*EXERCISE GOAL*:
Restate word for word the lines of the records below, starting at the line that contains "font-size:60px; font-weight:700; line-height:75px" and ending at the line that contains "<!-- green -->", with both of those lines included and nothing else.

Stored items

::::::

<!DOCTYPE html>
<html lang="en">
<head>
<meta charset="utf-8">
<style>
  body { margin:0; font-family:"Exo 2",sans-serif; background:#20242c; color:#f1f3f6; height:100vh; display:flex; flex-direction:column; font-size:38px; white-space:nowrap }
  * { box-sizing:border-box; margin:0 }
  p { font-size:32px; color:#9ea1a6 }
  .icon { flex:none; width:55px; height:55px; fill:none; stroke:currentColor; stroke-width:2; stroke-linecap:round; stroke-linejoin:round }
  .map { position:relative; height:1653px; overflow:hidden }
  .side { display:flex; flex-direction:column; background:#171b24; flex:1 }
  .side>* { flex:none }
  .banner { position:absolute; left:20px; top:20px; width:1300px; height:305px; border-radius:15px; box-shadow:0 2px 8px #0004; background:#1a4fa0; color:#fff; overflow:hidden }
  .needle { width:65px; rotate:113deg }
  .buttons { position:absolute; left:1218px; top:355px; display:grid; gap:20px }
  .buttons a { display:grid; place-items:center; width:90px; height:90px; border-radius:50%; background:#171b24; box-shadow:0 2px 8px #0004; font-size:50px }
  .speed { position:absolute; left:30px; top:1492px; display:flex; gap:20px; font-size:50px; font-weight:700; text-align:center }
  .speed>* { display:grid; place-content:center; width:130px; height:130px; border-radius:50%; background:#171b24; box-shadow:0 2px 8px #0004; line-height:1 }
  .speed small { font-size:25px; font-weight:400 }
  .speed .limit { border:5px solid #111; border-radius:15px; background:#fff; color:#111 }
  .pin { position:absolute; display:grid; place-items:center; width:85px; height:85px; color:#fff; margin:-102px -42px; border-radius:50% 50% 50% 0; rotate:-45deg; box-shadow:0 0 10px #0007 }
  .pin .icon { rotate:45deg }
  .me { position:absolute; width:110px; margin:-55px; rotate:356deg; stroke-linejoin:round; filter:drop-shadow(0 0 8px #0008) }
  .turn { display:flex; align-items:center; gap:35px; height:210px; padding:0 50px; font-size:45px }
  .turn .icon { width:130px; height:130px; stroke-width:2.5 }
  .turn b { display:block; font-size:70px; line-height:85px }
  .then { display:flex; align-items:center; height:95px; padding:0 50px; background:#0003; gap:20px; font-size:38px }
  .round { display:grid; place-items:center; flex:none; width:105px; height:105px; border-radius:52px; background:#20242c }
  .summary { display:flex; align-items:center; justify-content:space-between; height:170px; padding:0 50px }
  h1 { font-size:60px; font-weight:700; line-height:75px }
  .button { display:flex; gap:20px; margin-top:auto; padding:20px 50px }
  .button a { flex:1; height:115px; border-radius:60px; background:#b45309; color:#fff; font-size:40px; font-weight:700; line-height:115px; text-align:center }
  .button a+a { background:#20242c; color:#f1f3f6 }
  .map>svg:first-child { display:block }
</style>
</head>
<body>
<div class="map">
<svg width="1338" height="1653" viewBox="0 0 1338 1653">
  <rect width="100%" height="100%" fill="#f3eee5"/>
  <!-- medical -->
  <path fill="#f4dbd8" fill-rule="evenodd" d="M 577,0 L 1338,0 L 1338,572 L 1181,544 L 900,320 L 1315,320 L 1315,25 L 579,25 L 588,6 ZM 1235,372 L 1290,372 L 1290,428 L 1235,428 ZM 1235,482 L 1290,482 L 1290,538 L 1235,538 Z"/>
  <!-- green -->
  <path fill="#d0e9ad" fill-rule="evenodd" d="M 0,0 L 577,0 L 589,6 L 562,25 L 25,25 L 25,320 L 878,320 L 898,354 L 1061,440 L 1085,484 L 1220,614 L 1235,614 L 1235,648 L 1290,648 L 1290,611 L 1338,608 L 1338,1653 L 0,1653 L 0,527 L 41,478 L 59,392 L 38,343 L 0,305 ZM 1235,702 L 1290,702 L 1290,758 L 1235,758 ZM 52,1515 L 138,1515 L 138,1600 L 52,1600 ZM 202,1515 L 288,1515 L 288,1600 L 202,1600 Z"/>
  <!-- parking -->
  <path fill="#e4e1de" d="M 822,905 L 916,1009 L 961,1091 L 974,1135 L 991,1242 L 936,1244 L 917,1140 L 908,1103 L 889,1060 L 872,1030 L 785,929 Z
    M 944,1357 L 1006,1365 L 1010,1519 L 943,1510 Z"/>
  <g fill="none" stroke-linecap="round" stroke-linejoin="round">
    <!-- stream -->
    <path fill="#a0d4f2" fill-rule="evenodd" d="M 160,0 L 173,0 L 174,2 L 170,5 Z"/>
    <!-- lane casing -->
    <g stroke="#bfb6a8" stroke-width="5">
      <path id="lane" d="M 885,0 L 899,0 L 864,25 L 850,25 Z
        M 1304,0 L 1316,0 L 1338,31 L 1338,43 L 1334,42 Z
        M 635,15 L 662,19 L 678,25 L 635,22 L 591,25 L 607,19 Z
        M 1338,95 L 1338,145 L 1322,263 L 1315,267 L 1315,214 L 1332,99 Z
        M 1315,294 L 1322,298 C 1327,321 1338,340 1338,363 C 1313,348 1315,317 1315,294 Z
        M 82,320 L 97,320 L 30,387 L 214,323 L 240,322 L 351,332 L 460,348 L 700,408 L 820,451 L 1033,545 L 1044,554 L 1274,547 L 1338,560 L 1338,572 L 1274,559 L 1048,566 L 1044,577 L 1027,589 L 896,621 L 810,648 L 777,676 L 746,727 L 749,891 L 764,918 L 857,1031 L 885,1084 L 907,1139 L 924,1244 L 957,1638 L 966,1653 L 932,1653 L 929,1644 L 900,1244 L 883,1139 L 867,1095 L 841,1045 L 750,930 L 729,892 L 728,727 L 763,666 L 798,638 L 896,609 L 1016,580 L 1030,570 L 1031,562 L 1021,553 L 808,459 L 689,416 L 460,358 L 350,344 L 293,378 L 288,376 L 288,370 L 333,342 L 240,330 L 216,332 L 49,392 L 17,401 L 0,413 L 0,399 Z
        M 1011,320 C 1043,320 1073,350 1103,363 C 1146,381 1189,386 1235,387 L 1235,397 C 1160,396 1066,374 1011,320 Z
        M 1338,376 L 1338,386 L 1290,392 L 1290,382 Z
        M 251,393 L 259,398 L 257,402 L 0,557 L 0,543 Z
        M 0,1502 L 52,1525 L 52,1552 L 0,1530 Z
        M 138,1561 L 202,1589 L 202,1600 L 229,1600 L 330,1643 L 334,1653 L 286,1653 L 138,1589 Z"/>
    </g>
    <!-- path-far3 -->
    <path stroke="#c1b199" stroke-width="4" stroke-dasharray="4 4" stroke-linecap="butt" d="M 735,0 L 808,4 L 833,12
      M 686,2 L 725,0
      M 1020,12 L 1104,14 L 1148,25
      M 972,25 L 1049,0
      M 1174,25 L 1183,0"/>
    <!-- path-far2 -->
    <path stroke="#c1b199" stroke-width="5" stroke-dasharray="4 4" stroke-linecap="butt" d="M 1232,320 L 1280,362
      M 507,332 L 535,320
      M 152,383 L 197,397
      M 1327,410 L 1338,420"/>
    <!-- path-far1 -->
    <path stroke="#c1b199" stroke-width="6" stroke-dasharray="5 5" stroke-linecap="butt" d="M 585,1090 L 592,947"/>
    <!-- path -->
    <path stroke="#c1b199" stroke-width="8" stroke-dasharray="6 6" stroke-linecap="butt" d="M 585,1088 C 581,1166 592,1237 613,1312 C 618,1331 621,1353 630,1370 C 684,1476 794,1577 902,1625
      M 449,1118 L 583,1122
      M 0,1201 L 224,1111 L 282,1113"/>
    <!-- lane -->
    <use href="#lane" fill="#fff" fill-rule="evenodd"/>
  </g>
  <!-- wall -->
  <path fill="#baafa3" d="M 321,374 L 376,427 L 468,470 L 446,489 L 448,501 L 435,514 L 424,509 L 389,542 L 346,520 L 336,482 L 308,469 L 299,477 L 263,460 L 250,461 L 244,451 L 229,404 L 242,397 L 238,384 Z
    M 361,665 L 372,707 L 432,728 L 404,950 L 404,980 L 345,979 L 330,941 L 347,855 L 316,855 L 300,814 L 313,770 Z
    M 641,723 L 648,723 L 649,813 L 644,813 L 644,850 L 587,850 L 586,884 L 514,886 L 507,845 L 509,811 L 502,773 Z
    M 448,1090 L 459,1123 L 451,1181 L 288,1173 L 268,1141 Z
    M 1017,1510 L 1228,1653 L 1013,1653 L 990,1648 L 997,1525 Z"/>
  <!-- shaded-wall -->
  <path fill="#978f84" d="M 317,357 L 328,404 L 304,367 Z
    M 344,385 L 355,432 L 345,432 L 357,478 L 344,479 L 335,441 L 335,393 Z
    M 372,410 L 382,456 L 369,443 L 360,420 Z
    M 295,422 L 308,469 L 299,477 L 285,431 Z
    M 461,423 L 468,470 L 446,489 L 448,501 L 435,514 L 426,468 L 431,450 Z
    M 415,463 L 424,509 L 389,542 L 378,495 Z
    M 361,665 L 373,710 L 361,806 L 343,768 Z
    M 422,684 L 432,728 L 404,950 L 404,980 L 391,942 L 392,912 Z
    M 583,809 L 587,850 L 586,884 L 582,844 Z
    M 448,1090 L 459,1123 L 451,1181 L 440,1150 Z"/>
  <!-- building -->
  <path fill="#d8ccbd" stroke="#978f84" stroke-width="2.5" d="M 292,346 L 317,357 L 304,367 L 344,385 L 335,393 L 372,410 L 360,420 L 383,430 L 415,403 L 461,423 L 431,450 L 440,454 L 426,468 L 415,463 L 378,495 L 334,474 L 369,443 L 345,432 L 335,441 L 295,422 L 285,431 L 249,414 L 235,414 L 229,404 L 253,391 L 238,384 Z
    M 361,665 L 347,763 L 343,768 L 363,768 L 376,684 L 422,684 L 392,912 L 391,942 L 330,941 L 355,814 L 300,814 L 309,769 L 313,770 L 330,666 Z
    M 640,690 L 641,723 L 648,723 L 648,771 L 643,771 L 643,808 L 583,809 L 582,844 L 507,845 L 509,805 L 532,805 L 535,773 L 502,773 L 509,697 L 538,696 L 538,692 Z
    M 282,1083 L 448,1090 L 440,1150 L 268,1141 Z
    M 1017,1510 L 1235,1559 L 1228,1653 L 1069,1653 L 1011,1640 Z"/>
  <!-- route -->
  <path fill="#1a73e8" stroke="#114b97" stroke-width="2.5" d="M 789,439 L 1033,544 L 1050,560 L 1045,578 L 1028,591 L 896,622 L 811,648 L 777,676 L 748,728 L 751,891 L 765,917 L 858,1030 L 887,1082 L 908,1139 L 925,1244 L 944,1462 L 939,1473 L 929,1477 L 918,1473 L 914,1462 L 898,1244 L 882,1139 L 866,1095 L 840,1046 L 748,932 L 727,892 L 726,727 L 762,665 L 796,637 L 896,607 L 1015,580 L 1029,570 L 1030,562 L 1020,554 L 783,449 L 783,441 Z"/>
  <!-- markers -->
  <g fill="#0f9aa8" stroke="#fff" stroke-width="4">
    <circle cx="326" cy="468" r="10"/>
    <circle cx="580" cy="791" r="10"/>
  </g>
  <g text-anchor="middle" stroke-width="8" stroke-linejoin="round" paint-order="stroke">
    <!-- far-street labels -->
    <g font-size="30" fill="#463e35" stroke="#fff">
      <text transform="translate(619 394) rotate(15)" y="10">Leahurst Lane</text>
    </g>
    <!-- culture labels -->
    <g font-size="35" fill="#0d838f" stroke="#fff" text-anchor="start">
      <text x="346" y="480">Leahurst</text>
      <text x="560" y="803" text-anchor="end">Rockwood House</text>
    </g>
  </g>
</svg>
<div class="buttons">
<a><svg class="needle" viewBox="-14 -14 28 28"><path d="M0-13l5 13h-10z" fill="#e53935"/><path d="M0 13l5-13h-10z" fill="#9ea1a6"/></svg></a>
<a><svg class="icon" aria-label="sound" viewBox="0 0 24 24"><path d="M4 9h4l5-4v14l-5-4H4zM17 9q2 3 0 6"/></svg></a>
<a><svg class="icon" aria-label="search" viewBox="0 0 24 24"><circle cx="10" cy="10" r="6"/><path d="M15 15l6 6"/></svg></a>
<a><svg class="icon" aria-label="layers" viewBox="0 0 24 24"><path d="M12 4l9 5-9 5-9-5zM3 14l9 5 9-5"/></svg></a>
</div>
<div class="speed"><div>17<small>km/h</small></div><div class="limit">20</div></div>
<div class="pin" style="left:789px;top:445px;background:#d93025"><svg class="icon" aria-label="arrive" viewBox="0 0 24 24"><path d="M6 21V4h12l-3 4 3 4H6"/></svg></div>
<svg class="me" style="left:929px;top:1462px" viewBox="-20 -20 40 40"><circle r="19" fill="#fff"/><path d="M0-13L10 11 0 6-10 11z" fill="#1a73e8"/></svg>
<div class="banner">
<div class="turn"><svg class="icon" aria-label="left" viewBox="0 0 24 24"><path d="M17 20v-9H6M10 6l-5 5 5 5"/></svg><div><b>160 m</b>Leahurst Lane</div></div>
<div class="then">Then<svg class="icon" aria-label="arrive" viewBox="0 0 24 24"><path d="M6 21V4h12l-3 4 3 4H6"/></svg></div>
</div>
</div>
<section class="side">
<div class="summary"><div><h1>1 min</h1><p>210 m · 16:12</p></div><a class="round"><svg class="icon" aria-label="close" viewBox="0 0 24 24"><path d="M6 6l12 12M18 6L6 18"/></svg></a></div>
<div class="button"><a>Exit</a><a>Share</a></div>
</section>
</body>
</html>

::::::

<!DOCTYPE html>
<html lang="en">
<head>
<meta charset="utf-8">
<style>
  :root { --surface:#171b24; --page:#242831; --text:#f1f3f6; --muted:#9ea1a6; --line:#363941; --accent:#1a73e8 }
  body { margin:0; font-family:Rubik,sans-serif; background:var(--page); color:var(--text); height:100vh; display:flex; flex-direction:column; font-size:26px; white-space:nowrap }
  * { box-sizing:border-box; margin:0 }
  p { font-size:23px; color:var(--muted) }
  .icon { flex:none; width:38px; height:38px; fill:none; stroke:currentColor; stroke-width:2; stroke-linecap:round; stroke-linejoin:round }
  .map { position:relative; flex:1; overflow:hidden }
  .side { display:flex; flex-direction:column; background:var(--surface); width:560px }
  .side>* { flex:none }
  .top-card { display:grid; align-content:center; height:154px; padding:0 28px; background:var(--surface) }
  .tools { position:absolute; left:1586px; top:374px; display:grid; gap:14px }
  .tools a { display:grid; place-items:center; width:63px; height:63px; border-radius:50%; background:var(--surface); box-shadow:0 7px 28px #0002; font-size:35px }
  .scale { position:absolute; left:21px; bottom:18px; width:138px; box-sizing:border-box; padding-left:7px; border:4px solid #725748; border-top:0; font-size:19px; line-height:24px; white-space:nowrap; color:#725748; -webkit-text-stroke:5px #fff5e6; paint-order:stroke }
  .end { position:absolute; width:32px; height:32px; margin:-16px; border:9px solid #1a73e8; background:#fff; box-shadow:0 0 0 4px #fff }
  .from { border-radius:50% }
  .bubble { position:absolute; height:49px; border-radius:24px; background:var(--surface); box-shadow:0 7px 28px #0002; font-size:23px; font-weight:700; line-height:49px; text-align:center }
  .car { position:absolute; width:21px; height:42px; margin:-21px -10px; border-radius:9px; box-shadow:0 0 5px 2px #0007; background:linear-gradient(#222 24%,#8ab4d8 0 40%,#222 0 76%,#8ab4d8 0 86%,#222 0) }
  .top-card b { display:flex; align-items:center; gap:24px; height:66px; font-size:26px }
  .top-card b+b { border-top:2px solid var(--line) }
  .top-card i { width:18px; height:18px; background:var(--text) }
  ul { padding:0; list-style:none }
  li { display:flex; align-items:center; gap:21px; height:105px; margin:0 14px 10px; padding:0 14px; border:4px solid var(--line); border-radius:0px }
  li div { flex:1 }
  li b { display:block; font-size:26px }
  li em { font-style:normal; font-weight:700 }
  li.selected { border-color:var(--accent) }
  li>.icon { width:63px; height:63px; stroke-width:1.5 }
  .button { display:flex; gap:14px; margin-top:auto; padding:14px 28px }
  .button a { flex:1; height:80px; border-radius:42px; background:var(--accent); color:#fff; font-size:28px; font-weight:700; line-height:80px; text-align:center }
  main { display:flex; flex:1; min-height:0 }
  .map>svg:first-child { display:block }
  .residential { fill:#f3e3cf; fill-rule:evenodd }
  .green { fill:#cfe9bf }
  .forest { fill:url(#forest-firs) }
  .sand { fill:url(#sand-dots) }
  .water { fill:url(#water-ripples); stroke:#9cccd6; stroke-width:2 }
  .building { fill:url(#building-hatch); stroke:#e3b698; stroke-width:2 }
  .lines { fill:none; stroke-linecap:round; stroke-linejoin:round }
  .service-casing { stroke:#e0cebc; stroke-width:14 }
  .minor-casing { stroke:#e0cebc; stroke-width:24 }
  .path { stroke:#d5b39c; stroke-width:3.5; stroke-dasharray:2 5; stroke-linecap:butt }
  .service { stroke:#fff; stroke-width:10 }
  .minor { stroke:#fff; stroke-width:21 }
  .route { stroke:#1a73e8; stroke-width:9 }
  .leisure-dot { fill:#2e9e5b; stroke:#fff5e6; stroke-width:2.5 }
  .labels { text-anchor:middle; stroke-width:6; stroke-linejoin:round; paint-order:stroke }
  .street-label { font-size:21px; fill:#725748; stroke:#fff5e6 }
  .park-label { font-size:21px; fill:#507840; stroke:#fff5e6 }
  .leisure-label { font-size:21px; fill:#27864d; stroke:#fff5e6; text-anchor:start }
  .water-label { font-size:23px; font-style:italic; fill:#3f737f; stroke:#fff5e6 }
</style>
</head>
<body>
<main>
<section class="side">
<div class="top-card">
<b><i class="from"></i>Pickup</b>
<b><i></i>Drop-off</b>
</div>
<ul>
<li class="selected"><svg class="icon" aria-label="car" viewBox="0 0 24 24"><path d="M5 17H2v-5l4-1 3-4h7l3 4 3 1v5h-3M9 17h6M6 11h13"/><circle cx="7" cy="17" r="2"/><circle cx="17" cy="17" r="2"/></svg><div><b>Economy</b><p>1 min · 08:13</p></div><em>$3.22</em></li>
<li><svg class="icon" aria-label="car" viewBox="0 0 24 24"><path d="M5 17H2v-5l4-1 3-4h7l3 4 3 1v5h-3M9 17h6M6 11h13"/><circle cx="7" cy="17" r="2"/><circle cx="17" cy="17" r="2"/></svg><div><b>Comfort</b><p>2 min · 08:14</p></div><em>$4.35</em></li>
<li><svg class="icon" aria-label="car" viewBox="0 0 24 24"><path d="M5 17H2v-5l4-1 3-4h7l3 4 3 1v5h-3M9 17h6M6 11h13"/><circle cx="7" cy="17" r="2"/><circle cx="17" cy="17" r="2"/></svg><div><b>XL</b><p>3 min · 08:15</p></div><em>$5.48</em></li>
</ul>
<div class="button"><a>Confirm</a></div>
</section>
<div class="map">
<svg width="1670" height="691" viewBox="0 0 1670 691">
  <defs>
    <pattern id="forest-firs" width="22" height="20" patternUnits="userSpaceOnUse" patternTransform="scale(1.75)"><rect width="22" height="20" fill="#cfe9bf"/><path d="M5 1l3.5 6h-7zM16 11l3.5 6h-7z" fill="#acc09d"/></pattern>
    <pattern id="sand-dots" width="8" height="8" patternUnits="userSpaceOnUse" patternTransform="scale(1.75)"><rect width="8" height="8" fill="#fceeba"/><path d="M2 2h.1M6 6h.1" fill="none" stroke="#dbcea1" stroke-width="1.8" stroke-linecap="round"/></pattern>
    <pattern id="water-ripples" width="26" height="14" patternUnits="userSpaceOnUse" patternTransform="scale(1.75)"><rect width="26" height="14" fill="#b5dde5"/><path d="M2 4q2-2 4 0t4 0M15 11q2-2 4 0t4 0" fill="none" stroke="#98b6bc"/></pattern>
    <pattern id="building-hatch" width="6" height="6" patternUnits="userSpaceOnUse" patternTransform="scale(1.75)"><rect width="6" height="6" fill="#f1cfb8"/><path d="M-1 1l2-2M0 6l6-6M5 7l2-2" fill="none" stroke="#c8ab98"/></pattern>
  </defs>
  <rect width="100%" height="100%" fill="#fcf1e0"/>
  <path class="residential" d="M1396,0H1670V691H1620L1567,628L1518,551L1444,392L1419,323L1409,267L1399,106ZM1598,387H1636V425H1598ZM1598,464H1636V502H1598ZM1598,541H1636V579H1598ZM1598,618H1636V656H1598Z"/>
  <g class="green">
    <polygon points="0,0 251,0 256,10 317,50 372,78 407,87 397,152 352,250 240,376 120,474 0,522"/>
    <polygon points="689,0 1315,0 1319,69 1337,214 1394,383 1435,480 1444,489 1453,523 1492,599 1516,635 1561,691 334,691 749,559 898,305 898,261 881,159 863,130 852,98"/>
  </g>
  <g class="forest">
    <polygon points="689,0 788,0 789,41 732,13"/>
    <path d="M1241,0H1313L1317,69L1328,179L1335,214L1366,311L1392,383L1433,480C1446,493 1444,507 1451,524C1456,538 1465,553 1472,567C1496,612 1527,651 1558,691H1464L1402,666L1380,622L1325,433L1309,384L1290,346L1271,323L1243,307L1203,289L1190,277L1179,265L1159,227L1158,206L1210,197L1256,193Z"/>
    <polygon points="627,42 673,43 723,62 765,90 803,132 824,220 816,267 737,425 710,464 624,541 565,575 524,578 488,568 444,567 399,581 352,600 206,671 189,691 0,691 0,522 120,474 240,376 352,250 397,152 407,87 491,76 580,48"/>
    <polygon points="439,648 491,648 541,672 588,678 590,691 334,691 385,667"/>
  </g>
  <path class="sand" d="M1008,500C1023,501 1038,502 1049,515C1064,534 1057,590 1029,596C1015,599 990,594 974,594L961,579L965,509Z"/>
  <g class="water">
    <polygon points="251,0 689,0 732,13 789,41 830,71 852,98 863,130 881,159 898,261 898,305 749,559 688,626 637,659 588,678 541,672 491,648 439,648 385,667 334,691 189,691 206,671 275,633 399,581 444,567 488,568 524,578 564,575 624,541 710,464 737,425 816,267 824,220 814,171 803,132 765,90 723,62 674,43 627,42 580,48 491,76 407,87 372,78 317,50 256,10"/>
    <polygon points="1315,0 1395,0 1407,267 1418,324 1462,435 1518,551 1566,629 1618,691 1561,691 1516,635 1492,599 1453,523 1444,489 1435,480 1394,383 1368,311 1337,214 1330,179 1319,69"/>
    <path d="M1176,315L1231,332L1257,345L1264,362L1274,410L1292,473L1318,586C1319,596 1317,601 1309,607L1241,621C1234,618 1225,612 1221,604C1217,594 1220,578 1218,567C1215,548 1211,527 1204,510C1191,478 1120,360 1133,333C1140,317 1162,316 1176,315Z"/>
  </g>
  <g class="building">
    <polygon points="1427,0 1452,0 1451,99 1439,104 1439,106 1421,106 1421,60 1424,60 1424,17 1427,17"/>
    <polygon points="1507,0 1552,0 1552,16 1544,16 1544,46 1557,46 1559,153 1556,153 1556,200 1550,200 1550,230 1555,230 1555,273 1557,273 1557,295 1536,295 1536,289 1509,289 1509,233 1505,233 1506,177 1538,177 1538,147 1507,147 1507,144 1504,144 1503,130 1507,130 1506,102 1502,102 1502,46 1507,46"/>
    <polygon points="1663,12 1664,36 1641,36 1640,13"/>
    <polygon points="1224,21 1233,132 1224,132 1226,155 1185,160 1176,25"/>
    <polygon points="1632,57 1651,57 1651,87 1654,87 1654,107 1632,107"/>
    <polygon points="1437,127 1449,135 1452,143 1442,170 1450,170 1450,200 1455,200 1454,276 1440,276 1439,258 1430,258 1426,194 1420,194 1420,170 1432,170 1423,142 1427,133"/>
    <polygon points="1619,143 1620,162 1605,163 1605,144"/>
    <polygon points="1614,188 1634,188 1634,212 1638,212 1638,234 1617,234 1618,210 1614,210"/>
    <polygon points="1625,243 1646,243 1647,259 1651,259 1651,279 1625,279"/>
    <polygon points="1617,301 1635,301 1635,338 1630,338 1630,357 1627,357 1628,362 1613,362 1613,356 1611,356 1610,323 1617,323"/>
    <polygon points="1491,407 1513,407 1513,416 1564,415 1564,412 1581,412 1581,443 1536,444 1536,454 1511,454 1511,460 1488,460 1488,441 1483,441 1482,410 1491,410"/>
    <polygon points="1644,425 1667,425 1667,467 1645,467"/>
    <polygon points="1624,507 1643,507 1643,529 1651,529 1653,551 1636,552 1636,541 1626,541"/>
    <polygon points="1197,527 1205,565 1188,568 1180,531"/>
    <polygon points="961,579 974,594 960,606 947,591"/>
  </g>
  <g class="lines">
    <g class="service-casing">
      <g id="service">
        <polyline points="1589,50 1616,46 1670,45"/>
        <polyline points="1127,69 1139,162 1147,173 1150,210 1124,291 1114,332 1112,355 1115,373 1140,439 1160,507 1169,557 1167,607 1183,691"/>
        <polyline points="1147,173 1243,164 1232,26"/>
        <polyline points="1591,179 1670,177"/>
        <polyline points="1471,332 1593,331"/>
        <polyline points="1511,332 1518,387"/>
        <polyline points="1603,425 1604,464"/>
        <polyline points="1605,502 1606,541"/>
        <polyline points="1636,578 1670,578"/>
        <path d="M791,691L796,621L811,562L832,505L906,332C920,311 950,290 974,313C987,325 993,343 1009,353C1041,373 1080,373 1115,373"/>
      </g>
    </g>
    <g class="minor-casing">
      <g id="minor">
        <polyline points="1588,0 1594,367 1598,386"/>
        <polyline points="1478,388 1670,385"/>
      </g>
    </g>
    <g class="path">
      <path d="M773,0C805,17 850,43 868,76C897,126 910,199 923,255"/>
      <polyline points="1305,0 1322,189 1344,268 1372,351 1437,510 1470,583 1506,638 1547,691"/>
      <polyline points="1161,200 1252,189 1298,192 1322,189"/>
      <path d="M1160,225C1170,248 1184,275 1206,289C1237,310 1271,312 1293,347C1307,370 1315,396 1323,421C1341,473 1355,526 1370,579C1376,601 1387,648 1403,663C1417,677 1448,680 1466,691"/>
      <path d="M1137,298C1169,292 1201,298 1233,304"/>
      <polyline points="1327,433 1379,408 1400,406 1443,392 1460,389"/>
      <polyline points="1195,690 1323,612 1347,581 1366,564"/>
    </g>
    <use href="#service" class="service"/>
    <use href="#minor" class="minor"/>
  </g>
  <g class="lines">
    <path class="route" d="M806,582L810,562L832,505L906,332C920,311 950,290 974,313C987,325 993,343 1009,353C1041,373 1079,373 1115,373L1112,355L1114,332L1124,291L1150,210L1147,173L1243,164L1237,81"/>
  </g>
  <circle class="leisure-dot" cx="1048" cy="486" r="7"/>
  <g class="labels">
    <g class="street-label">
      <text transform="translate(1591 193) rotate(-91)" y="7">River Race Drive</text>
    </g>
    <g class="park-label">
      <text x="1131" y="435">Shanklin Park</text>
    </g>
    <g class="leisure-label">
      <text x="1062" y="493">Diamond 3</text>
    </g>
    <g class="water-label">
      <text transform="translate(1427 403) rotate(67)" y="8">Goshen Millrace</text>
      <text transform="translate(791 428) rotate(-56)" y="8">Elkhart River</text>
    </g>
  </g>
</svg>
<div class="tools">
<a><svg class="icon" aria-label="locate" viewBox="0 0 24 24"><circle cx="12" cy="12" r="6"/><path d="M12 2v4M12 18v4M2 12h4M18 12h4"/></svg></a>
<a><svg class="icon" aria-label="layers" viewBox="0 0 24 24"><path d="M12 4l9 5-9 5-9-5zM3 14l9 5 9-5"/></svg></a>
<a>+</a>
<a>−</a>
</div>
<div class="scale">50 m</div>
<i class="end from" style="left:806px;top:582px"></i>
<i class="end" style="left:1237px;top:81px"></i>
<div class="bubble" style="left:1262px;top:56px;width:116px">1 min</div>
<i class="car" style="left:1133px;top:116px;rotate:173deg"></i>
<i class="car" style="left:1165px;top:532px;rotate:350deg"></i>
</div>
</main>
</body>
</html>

::::::

*ANSWER FOR THE TASK*:
  h1 { font-size:60px; font-weight:700; line-height:75px }
  .button { display:flex; gap:20px; margin-top:auto; padding:20px 50px }
  .button a { flex:1; height:115px; border-radius:60px; background:#b45309; color:#fff; font-size:40px; font-weight:700; line-height:115px; text-align:center }
  .button a+a { background:#20242c; color:#f1f3f6 }
  .map>svg:first-child { display:block }
</style>
</head>
<body>
<div class="map">
<svg width="1338" height="1653" viewBox="0 0 1338 1653">
  <rect width="100%" height="100%" fill="#f3eee5"/>
  <!-- medical -->
  <path fill="#f4dbd8" fill-rule="evenodd" d="M 577,0 L 1338,0 L 1338,572 L 1181,544 L 900,320 L 1315,320 L 1315,25 L 579,25 L 588,6 ZM 1235,372 L 1290,372 L 1290,428 L 1235,428 ZM 1235,482 L 1290,482 L 1290,538 L 1235,538 Z"/>
  <!-- green -->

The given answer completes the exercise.